TASK DIRECTIONS.
Omit the pictures and return exactly the stretch of the material below from the line with "Enumerate all labels, symbols" through the line with "Bounding boxes for".

EXTRACTED MATERIAL.
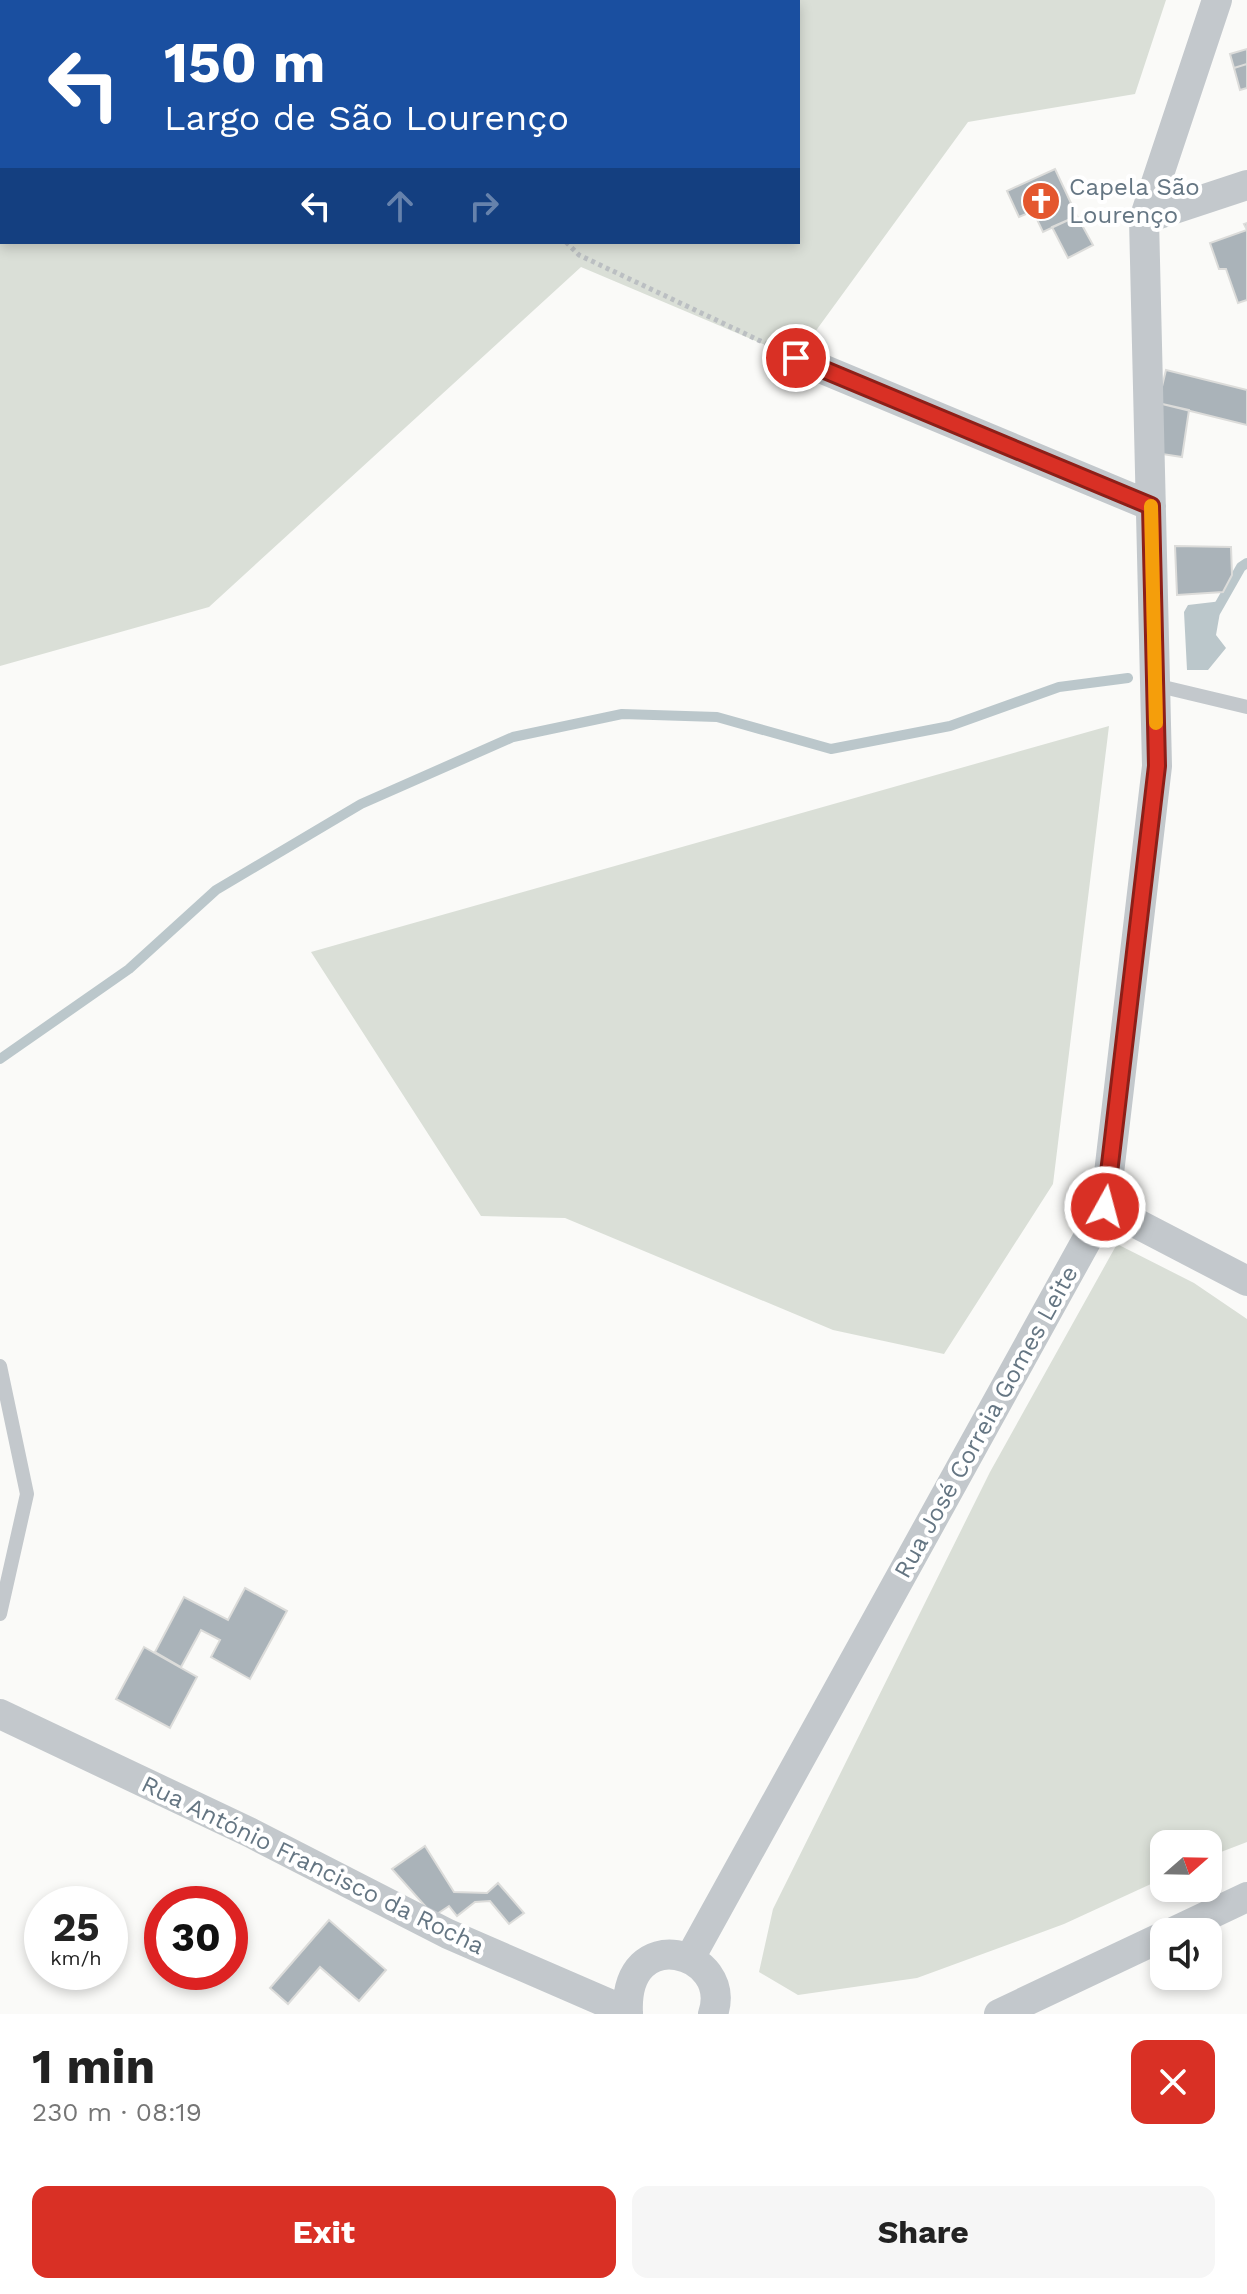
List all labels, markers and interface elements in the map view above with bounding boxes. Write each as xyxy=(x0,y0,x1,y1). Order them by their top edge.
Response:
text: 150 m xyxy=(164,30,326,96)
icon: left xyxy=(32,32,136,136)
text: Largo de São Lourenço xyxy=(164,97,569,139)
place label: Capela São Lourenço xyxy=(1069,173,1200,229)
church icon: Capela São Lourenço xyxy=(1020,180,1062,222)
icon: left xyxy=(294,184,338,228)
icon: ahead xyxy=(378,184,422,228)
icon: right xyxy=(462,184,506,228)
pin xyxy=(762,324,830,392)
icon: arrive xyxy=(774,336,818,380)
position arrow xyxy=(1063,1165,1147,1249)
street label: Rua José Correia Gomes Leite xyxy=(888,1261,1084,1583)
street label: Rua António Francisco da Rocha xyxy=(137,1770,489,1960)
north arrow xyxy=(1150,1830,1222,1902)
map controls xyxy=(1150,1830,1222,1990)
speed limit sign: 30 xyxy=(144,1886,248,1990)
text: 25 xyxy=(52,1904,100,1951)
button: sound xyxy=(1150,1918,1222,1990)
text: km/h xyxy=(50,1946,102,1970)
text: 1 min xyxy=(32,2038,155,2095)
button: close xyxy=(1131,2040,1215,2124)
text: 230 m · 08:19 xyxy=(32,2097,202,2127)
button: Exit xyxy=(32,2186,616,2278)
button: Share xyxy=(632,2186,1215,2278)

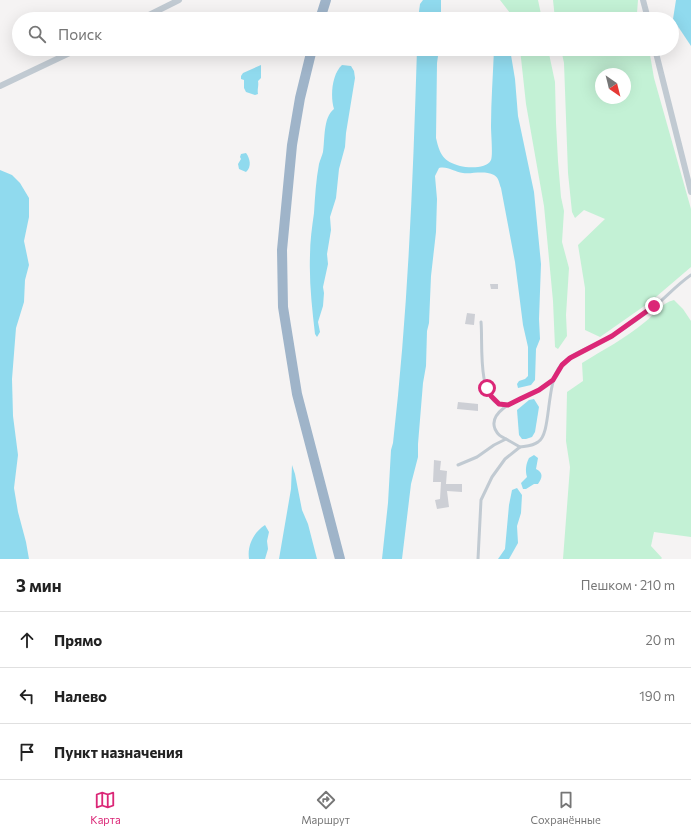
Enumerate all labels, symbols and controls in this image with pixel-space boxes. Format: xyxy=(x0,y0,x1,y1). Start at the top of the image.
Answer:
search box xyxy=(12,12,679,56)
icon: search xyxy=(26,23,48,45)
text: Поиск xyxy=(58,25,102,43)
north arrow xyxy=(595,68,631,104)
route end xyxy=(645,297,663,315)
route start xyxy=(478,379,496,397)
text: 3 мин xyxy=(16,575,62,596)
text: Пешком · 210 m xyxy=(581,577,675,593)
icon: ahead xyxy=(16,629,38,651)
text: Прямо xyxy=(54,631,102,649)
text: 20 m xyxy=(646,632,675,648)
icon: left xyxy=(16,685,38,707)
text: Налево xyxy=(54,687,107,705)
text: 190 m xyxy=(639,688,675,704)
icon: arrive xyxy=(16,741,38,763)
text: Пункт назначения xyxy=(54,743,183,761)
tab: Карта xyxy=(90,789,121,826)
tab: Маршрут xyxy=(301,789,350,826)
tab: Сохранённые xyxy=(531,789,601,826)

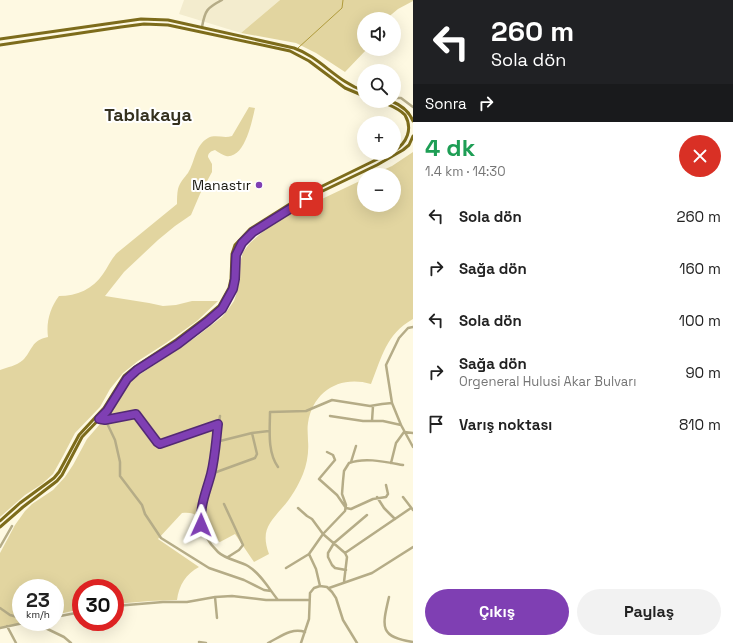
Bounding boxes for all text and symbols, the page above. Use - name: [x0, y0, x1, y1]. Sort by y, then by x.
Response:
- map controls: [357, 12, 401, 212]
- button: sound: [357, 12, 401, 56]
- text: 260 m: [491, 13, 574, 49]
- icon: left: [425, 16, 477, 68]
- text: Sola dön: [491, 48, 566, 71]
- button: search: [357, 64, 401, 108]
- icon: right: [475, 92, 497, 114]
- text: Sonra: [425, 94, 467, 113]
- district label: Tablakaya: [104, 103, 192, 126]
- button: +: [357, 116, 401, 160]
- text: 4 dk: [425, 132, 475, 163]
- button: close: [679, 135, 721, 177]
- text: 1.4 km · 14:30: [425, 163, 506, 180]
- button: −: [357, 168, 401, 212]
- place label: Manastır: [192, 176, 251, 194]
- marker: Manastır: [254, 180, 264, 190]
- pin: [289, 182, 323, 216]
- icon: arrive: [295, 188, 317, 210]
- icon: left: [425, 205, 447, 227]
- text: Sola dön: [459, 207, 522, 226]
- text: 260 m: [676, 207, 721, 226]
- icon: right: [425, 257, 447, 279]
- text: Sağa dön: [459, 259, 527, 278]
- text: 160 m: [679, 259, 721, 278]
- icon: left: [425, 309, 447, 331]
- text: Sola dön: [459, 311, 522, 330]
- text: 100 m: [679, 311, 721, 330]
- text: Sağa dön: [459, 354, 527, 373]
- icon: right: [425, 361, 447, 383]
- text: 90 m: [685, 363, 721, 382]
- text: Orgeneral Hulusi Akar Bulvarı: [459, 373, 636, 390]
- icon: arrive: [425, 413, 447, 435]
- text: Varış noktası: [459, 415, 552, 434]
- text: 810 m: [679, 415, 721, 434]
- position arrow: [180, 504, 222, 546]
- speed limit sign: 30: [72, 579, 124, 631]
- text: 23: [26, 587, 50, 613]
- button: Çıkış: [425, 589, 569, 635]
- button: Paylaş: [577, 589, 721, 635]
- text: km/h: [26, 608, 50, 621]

TASK RESULT.
Enumerate all labels, symbols and controls in this image with pixel-space boxes. Format: xyxy=(x0,y0,x1,y1). Start at the top of the image.
Answer:
search box xyxy=(12,12,679,56)
icon: search xyxy=(26,23,48,45)
text: Поиск xyxy=(58,25,102,43)
north arrow xyxy=(595,68,631,104)
route end xyxy=(645,297,663,315)
route start xyxy=(478,379,496,397)
text: 3 мин xyxy=(16,575,62,596)
text: Пешком · 210 m xyxy=(581,577,675,593)
icon: ahead xyxy=(16,629,38,651)
text: Прямо xyxy=(54,631,102,649)
text: 20 m xyxy=(646,632,675,648)
icon: left xyxy=(16,685,38,707)
text: Налево xyxy=(54,687,107,705)
text: 190 m xyxy=(639,688,675,704)
icon: arrive xyxy=(16,741,38,763)
text: Пункт назначения xyxy=(54,743,183,761)
tab: Карта xyxy=(90,789,121,826)
tab: Маршрут xyxy=(301,789,350,826)
tab: Сохранённые xyxy=(531,789,601,826)

Bounding boxes for all text and symbols, the page above. Use - name: [x0, y0, x1, y1]. Sort by y, then by x.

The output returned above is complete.